As escolas públicas contabilizaram um número maior de ataques, 18 para apenas seis privadas. André Steren apontou que a provável causa dessa diferença de números em relação às ocorrências entre as escolas de ensino públicas e privadas está relacionada à estrutura de segurança e apoio.

“Muitas instituições de ensino privadas oferecem equipes completas e treinadas em várias áreas, contemplando procedimentos que previnem atividades criminosas. Além de muito investimento em sistemas de segurança, envolvendo recursos físicos, eletrônicos, humanos e procedimentais”, completa.

Estudo aponta motivação dos ataques

Um estudo relevante que aborda esse tema é o trabalho realizado pela professora Telma Vinha e sua mestranda Cleo Garcia, da Faculdade de Educação da Unicamp, em São Paulo, intitulado “Ataques de violência extrema em escolas no Brasil“. 

Em sua maioria, os autores são homens brancos e jovens. O registro é que o mais novo tinha apenas 10 anos, e o mais velho 25 anos, um ex-aluno. As pesquisadoras destacam diversas características evidentes, dentre elas a afinidade pela violência e armas, assim como o isolamento social. Muitos desses agressores também deixaram de frequentar a escola. 

Telma e Cleo destacam ainda duas principais características: adolescentes que são usuários da subcultura extremista e o sofrimento na escola, onde se aplica o bullying. Marcos Rolim, também autor do livro “Bullying: o pesadelo da escola”, comenta sobre o fenômeno.

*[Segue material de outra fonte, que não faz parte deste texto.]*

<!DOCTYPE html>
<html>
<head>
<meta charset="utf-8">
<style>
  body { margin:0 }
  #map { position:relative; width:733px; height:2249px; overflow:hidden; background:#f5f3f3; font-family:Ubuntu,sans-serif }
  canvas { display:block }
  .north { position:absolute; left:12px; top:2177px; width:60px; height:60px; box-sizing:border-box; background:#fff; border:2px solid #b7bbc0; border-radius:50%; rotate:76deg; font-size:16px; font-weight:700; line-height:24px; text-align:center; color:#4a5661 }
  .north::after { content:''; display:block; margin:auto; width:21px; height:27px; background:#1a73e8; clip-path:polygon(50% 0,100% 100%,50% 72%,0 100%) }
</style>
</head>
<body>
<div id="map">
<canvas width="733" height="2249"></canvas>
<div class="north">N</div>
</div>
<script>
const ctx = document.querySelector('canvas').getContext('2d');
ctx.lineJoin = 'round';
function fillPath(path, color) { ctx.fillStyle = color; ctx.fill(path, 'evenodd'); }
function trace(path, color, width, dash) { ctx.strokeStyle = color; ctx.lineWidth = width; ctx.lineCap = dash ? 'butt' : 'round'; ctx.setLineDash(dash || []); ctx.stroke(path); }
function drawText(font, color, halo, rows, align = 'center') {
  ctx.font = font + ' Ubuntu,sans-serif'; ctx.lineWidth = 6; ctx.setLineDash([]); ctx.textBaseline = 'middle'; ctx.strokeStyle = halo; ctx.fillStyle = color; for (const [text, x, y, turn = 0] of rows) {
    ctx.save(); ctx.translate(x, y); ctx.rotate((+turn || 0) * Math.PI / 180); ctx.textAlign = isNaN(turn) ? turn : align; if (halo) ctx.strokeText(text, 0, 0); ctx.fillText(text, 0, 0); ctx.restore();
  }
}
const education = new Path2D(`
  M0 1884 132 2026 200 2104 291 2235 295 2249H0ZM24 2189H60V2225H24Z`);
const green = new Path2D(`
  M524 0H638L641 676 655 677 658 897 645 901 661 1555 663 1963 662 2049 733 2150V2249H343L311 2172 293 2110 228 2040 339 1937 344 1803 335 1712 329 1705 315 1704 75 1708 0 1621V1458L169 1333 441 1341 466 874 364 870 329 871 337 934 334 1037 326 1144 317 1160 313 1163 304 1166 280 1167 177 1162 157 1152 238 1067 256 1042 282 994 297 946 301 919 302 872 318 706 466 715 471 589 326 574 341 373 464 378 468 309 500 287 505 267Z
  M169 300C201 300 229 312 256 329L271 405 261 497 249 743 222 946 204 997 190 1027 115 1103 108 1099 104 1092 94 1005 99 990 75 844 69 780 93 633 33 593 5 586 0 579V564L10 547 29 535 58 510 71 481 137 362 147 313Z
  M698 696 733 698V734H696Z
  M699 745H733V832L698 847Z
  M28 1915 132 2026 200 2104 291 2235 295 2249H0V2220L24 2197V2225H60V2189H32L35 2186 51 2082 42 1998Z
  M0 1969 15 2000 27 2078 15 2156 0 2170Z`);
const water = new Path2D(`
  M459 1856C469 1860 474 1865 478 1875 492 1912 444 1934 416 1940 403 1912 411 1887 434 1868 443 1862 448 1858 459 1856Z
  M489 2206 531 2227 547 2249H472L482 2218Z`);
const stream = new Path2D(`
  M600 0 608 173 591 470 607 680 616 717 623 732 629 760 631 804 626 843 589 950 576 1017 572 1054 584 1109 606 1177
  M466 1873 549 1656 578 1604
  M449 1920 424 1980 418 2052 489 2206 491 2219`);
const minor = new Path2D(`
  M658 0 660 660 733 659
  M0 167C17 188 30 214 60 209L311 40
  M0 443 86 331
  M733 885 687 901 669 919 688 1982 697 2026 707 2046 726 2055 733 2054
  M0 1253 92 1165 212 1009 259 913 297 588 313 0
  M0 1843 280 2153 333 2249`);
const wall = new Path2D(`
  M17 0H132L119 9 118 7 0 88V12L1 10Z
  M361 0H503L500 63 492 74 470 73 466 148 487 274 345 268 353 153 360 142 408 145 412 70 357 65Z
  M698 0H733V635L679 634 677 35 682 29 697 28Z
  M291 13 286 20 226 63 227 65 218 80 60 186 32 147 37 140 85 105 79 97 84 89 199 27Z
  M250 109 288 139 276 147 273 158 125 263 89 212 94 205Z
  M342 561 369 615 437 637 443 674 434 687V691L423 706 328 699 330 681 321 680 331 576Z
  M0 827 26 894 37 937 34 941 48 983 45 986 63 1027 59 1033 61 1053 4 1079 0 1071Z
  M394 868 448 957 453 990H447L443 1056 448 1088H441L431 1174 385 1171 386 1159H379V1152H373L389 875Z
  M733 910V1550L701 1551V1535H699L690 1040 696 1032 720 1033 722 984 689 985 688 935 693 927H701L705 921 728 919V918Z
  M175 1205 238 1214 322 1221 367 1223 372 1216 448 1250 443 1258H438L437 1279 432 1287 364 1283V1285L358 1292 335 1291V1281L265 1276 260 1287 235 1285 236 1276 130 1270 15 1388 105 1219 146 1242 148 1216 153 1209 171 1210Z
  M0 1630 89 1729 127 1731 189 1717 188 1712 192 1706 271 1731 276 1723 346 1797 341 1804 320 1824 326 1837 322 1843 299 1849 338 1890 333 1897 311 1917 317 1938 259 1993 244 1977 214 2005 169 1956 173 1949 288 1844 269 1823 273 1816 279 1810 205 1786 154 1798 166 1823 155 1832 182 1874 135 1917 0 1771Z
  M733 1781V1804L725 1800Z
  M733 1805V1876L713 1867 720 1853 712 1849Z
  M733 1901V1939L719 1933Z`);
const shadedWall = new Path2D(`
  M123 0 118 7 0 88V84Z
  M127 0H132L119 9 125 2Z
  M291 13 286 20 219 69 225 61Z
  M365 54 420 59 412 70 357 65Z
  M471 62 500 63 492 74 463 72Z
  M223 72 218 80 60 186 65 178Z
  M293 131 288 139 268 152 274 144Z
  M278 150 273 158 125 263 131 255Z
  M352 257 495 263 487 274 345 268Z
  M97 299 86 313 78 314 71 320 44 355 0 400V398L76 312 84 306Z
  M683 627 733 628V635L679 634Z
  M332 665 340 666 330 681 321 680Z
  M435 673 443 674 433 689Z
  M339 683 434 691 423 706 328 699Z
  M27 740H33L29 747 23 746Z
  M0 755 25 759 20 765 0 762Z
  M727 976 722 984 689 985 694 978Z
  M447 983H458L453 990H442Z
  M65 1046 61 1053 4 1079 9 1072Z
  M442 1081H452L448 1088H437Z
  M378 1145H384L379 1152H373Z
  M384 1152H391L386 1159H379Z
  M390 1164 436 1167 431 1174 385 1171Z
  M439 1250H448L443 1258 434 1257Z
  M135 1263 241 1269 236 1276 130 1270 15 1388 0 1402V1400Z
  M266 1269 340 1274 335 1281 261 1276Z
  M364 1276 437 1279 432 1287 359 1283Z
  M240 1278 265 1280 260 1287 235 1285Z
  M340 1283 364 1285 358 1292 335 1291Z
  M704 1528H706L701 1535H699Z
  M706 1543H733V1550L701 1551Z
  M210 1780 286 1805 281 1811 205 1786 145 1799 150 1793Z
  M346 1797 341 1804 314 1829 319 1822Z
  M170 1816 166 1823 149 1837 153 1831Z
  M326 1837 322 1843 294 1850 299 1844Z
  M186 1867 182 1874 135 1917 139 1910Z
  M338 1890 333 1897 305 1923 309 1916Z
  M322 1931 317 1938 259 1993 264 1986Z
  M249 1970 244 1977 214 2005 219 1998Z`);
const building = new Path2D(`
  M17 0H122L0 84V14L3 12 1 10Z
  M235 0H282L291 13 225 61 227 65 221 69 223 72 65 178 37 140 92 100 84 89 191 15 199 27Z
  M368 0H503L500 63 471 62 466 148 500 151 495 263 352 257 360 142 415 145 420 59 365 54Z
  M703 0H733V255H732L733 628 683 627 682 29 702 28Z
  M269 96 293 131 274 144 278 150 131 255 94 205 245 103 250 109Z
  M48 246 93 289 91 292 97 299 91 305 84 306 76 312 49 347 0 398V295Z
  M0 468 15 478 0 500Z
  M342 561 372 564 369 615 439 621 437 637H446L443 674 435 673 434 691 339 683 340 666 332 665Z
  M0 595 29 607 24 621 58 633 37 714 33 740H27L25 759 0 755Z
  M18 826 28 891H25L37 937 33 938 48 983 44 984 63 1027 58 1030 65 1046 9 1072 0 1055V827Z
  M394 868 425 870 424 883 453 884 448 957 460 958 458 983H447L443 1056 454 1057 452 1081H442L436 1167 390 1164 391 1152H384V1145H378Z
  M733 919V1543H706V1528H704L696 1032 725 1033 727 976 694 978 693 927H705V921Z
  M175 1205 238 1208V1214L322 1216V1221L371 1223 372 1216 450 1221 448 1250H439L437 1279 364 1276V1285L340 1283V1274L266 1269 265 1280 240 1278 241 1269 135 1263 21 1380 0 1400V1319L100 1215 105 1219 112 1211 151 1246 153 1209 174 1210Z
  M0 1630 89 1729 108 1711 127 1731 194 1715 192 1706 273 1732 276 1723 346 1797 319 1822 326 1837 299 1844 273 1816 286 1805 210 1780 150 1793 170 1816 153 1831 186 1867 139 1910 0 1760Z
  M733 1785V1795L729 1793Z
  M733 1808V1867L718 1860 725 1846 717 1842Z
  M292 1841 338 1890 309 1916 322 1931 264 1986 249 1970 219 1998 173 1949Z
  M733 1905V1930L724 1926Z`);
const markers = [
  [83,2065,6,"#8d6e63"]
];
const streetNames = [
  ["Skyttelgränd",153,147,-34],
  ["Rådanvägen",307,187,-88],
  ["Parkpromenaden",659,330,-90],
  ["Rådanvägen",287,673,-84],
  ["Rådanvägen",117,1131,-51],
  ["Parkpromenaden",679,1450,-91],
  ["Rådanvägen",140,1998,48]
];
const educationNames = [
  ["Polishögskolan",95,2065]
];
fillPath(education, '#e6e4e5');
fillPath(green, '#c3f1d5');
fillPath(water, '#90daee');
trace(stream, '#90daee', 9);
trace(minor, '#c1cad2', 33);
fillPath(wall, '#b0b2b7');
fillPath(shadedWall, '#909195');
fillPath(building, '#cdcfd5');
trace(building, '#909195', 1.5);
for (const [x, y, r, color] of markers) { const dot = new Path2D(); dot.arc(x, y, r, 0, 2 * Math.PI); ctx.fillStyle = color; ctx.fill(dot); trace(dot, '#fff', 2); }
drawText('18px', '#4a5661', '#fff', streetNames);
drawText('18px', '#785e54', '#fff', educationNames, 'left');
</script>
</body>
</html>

“Prevenir o bullying e o cyberbullying é um dos desafios para que possamos reduzir os casos de ataques às escolas. Para isso, é preciso diagnosticar as dinâmicas locais, com atenção ao racismo e à homofobia, que são elementos muito comuns de violência nas escolas e quase sempre invisíveis para professores e direções”, ressalta.

Políticas desenvolvidas para a prevenção

Com os números subindo nos últimos anos, o Ministério da Justiça e Segurança, em parceria com o SaferNet Brasil, desenvolveu o Programa Escola Segura. Ele é um site criado para receber informações sobre ameaças e ataques contra escolas. Todas as denúncias e informações enviadas são mantidas em sigilo, não há a necessidade do denunciante se identificar. 

Uma pesquisa desenvolvida pelo Brasil de Fato apurou que, desde abril, mês do seu lançamento, até julho, o canal já havia recebido mais de 9 mil denúncias. A pesquisa também mostrou que houve um pico no dia 11 de abril, com 1.836 denúncias. 

Mais recentemente, o presidente Luiz Inácio Lula da Silva e o ministro da Justiça e Segurança Pública, Flávio Dino, assinaram um projeto de lei para tornar o ato da violência nas escolas como crime hediondo. No mesmo dia, 21 de julho, também foi acordado o repasse de R$ 170 milhões para segurança em torno das escolas.

“As escolas brasileiras precisam de bons gestores, professores, psicólogos e assistentes sociais. Qualquer despesa em pessoal fora dessas necessidades será apenas uma forma de desperdiçar recursos”, diz Marcos Rolim. 

O Sinepe/RS também desenvolveu um serviço de assessoria que seus associados conseguem utilizar de forma gratuita. “O Sinepe/RS está sempre atento às necessidades das instituições e entendeu, com os últimos acontecimentos, que a segurança é um dos pilares atuais de qualquer escola”, comenta André.

Este serviço serve como um esclarecimento de dúvidas e orientações. Caso uma instituição necessite de um trabalho personalizado, pode haver um custo que será acertado diretamente com o especialista.